Continuous medical education is traditionally reliant to a large extent on self-directed learning based on the individual's perceived priorities for learning. Evidence suggests that this ability to self-assess is limited, and more so in the least competent.[5] There is also evidence that practitioners prefer to focus on topics which they are already familiar with and avoid less familiar topics.[6] Current thought is that interactive CME activities that help individuals recognise a "teachable moment" and an opportunity for learning can help encourage engagement in the learning and motivate learners to pursue the activity.[7] While there are methods to help you discover your knowledge and skills gaps, there is no one definitive methodology. Using a variety of methods often gives a better overall view.[8] Therefore it may be of benefit to have some form of formal external assessment.[9] Exclusive reliance on a formal needs assessment might discourage creativity and professionalism,[10] but it could be an important part of the process.

Miller [11] has defined the ideal stages of the development of physician skills. The first level is "declarative knowledge" i.e. the acquisition and interpretation of facts. This is followed by "procedural knowledge" where individuals can describe how to do something but may not be able to actually do it. The third level is about demonstrating that you know how to do what you have learned, i.e. developing "competence". The fourth level involves individuals using the competence they have developed in their actual clinical practice ("performance"). Moore et al's[7] conceptual framework of an approach to continuous planning and assessment in continuing medical education builds on Miller's[11] model to incorporate an assessment on improvements in patients' health status and finally the health status of the population. However, Curran and Fleet [12] reviewed the types of outcome measures used in evaluative research in web-based CME and found that most research has focused on participants' satisfaction and not on change in clinical practice or impact on patient and health outcomes. While assessing the effect on patient's health status can be hampered by ethical constraints in gaining access to data,[7] assessing whether learners have tried to use their competence in practice seems crucial in an assessment of the effectiveness of a learning intervention.

As diabetes is an increasingly prevalent disease, methods for the dissemination and understanding of clinical guidelines need to be explored for their effectiveness. In educational research on diabetes much of the focus has been on the mode of delivery of the education with mixed results from traditional method of small group teaching to larger structured learning programmes.[13, 14] Internet-based interventions in diabetes have been shown to increase guidelines knowledge[15, 16] and compliance.[17] Many education programmes have been examined but few in a systematic manner and across wide geographic areas involving large numbers.

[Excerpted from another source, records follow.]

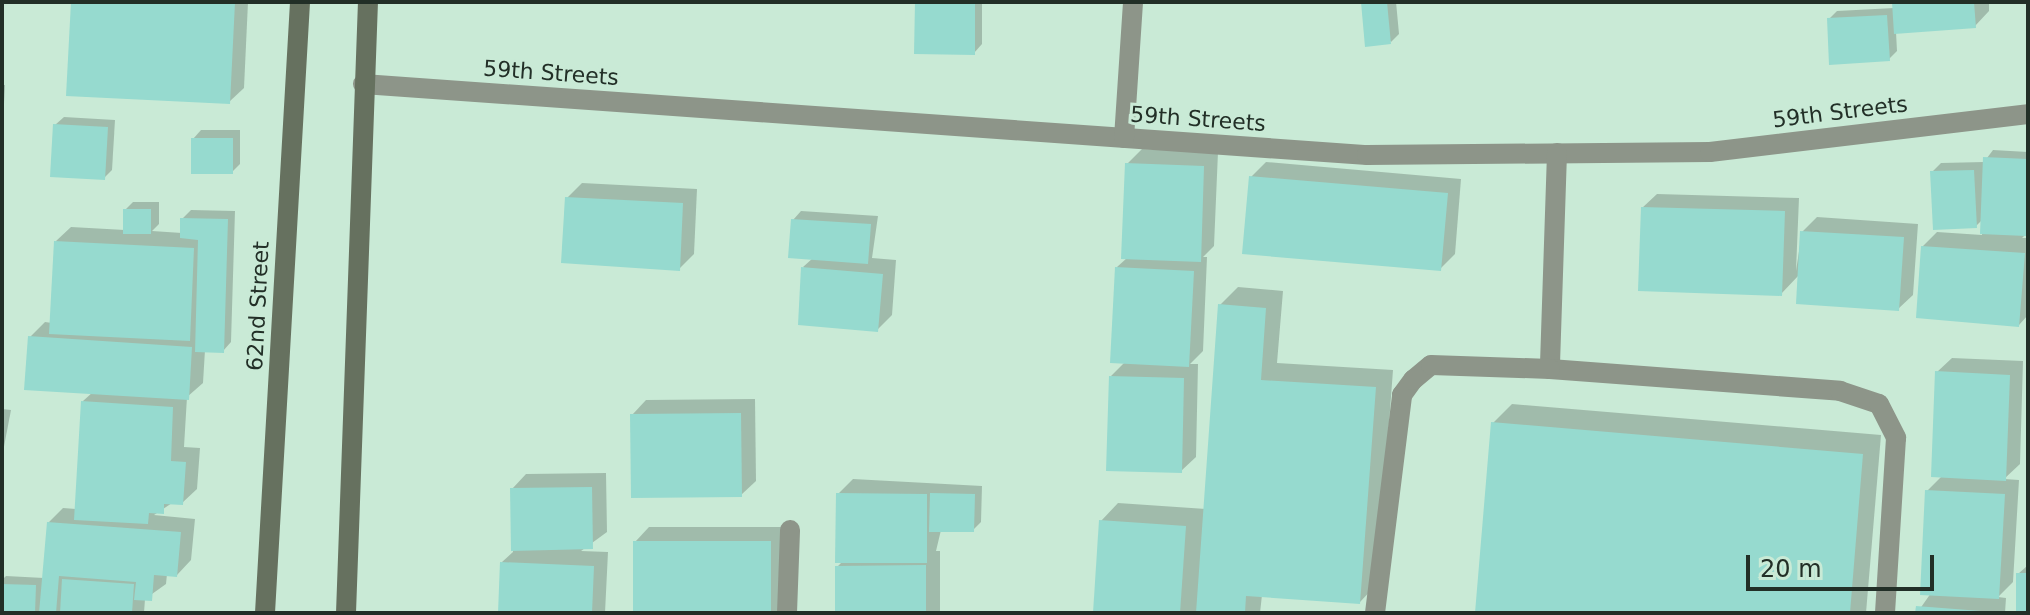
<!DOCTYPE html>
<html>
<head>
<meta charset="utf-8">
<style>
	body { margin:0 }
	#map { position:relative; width:2030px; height:615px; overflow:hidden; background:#c9ead6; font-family:"DejaVu Sans",sans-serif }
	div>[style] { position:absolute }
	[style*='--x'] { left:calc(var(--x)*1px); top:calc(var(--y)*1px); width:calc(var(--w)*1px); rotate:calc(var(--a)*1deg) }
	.shadow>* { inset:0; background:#0003 }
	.building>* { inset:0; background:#96dacf }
	.minor>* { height:20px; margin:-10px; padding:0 10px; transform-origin:10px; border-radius:10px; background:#8d9589 }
	.secondary>* { height:20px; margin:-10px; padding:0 10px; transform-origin:10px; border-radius:10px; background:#66715f }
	span { translate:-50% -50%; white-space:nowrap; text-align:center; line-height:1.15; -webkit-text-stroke:6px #c9ead6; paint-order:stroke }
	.street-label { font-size:22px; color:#222f27 }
	.frame { position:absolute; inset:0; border:4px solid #222f27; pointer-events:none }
	.scale { position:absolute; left:1746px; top:555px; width:188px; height:36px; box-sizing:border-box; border:4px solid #222f27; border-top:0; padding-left:10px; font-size:24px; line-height:28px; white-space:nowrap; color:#222f27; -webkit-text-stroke:6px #c9ead6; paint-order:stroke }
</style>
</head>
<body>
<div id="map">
	<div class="shadow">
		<div style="clip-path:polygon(73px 2px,248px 2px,244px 88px,229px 102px)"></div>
		<div style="clip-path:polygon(917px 2px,982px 2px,982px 44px,974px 53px)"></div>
		<div style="clip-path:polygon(1363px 2px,1396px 2px,1399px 34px,1391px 42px)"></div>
		<div style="clip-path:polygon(1894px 2px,1989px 2px,1989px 11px,1975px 26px,1896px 32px,1897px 51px,1889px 59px,1829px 19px,1837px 11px,1894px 8px)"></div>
		<div style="clip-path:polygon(2px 85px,5px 85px,2px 141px)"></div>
		<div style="clip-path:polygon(64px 117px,115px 120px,112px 170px,104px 178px,55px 125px)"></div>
		<div style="clip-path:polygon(201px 130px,240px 130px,240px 164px,232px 172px,193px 139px)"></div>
		<div style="clip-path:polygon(1142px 149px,1218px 152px,1214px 246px,1203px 257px,1207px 257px,1203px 351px,1190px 364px,1198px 364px,1196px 457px,1181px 471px,1111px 376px,1125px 362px,1117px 267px,1127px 258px,1127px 164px)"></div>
		<div style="clip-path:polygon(1993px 150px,2028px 152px,2028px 232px,2022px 238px,2028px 238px,2028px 315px,2019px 325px,1922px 247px,1937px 232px,1982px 235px,1982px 220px,1976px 226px,1932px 172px,1941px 163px,1984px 162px)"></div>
		<div style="clip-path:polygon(1266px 162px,1461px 179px,1455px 254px,1440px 269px,1251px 177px)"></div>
		<div style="clip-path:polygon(582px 183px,697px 189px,694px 254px,679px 269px,567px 198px)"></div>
		<div style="clip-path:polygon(1657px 194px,1799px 198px,1796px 271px,1802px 232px,1817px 217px,1918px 224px,1913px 295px,1898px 309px,1799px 275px,1781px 294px,1642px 208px)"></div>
		<div style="clip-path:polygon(133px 202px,159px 202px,159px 224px,152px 231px,182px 233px,182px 219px,191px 210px,235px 211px,231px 342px,223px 351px,205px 350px,203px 383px,187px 397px,184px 447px,200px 448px,197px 489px,182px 503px,172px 503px,154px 515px,195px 519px,191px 560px,177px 575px,167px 574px,166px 584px,145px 599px,144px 613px,2px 613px,2px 580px,6px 576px,44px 578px,48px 523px,63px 508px,76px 509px,83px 401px,93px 392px,30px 337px,45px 322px,52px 323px,56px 241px,71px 227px,125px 230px,125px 210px)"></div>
		<div style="clip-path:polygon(801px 211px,878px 216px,872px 258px,896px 260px,892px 315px,877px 330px,803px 267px,813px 258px,793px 220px)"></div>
		<div style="clip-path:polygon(1238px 287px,1283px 291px,1277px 363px,1393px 370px,1377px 584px,1360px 602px,1262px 595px,1260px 613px,1095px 613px,1101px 521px,1118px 503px,1206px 509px,1220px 305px)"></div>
		<div style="clip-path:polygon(1952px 358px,2023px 361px,2020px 464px,2004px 479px,2019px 480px,2013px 582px,1998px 597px,2006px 598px,2005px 613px,1917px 613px,1931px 593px,1927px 491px,1942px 476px,1937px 372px)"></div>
		<div style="clip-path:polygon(755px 399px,756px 481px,741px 495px,632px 415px,646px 400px)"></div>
		<div style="clip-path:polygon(1512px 404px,1881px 435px,1866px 613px,1477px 613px,1493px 423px)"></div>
		<div style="clip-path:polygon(2px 409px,11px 410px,2px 457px)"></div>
		<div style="clip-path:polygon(606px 473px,607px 532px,581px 551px,608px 552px,605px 613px,500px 613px,502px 562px,513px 552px,512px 489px,526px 474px)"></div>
		<div style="clip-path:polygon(853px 479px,982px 486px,981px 522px,973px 530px,941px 530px,936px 551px,940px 551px,940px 613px,837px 613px,837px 567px,843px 561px,838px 494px)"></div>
		<div style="clip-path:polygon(649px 527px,785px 527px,785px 613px,635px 613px,635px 542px)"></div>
		<div style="clip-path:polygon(2027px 566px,2028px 613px,2018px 613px,2018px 574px)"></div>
	</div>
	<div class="building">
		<div style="clip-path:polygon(71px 2px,235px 2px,230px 104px,66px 96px)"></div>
		<div style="clip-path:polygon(915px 2px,975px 2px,975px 55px,914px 54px)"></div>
		<div style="clip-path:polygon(1361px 2px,1387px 2px,1391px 44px,1365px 47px)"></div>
		<div style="clip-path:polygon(1892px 2px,1974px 2px,1976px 28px,1894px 34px)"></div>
		<div style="clip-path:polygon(1887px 15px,1890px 61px,1829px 65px,1827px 18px)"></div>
		<div style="clip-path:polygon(53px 124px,108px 127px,105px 180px,50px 177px)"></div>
		<div style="clip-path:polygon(191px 138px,233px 138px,233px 174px,191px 174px)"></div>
		<div style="clip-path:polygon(1983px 157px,2028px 159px,2026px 236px,1980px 234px)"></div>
		<div style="clip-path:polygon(1125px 163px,1204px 166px,1201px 262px,1121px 259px)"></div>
		<div style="clip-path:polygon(1974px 170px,1977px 228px,1933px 230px,1930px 171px)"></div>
		<div style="clip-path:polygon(1249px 176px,1448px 193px,1441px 271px,1242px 254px)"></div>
		<div style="clip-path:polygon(565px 197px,683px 203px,680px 271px,561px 263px)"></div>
		<div style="clip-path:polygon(1641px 207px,1785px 211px,1782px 296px,1638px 291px)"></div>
		<div style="clip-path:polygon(123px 209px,151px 209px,151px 234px,123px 234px)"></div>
		<div style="clip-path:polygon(180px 218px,228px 219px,224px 353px,195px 352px,198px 240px,180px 238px)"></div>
		<div style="clip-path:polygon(791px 219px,871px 224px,868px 264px,788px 258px)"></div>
		<div style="clip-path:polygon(1800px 231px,1904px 237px,1899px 311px,1796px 304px)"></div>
		<div style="clip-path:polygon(54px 241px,194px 248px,190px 341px,49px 334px)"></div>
		<div style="clip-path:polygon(1921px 246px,2025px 253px,2019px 327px,1916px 318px)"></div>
		<div style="clip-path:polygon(801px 267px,883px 274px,878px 332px,798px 325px)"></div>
		<div style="clip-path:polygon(1115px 267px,1194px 271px,1189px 367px,1110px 363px)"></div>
		<div style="clip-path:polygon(1218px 304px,1266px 308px,1261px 380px,1376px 387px,1360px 604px,1246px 596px,1245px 613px,1196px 613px)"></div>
		<div style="clip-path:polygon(28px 336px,192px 347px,189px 400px,24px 390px)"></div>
		<div style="clip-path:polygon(1935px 371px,2010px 375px,2006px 481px,1931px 477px)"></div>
		<div style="clip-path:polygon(1109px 376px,1184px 378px,1182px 473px,1106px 471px)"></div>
		<div style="clip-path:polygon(81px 401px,173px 407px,171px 461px,186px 462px,183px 505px,164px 504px,164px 514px,149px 513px,148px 524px,74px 520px)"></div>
		<div style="clip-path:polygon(741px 413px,742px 497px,631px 498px,630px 414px)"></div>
		<div style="clip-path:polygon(1491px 422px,1863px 454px,1850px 613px,1475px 613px)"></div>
		<div style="clip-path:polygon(592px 487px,593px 549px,511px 551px,510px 488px)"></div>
		<div style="clip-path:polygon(1925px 490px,2005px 494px,1999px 599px,1920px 595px)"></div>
		<div style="clip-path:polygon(836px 493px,927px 494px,927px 563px,835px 563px)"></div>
		<div style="clip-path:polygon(930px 493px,975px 494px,974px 532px,929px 532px)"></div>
		<div style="clip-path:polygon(1099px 520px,1186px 526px,1180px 613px,1093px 613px)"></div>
		<div style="clip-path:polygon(47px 522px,181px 532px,177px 577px,154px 575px,152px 601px,134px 600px,136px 582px,59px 576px,56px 613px,39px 613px)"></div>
		<div style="clip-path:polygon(633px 541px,771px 541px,771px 613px,633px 613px)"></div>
		<div style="clip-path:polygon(500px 562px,594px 566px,592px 613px,498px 613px)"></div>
		<div style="clip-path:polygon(926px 565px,926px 613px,835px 613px,835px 566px)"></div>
		<div style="clip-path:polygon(2016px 573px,2028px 573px,2028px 613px,2016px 613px)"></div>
		<div style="clip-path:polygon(62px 579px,134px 584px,132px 613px,60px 613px)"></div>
		<div style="clip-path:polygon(2px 584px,36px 585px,35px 613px,2px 613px)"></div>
		<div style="clip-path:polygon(1916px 606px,1981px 611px,1981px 613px,1915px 613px)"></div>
	</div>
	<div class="minor">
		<div style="--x:363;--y:84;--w:1007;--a:4.05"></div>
		<div style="--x:1367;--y:155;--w:343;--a:-0.5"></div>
		<div style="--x:1710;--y:152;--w:320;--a:-6.8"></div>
		<div style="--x:1124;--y:138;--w:136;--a:-86.2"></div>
		<div style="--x:1557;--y:153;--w:216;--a:91.9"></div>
		<div style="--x:1550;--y:369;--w:291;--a:4.3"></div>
		<div style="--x:1840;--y:391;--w:41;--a:18.4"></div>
		<div style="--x:1879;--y:404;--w:38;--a:63"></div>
		<div style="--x:1896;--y:438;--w:175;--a:93.6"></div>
		<div style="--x:787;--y:613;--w:83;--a:-87.9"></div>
		<div style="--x:1375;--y:613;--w:220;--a:-82.9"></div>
		<div style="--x:1402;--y:395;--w:19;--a:-54"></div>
		<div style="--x:1413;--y:380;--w:23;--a:-40"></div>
		<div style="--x:1431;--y:365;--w:119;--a:1.9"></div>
	</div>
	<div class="secondary">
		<div style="--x:265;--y:613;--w:612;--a:-86.72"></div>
		<div style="--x:346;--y:613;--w:611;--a:-87.94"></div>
	</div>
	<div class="street-label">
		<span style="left:551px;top:73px;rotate:4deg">59th Streets</span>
		<span style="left:1840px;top:112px;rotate:-7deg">59th Streets</span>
		<span style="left:1198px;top:119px;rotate:4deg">59th Streets</span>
		<span style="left:258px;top:306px;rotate:-87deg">62nd Street</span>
	</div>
	<div class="frame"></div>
	<div class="scale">20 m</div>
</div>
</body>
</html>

There is no previous randomised controlled trial (RCT) evaluating the effectiveness of different formats of administering online learning materials in the field of diabetes on knowledge and subsequent change in clinical practice. Therefore, we have designed an RCT of two different formats of online learning for health professionals, i.e. an interactive online learning tool with access to relevant learning modules (active intervention group) compared with access to relevant learning modules alone (control group) to assess effectiveness in terms of diabetes knowledge, satisfaction and self-reported change in clinical practice. We describe here the design of this randomised controlled trial.



This is a randomised controlled trial to evaluate the effectiveness of using an online interactive learning tool, Diabetes Needs Assessment Tool (DNAT), in conjunction with a learning management system (LMS) to improve health professionals' knowledge of how to manage diabetes; to evaluate the acceptability of this process of learning; and self-reported changes in clinical practice as a result of this educational process.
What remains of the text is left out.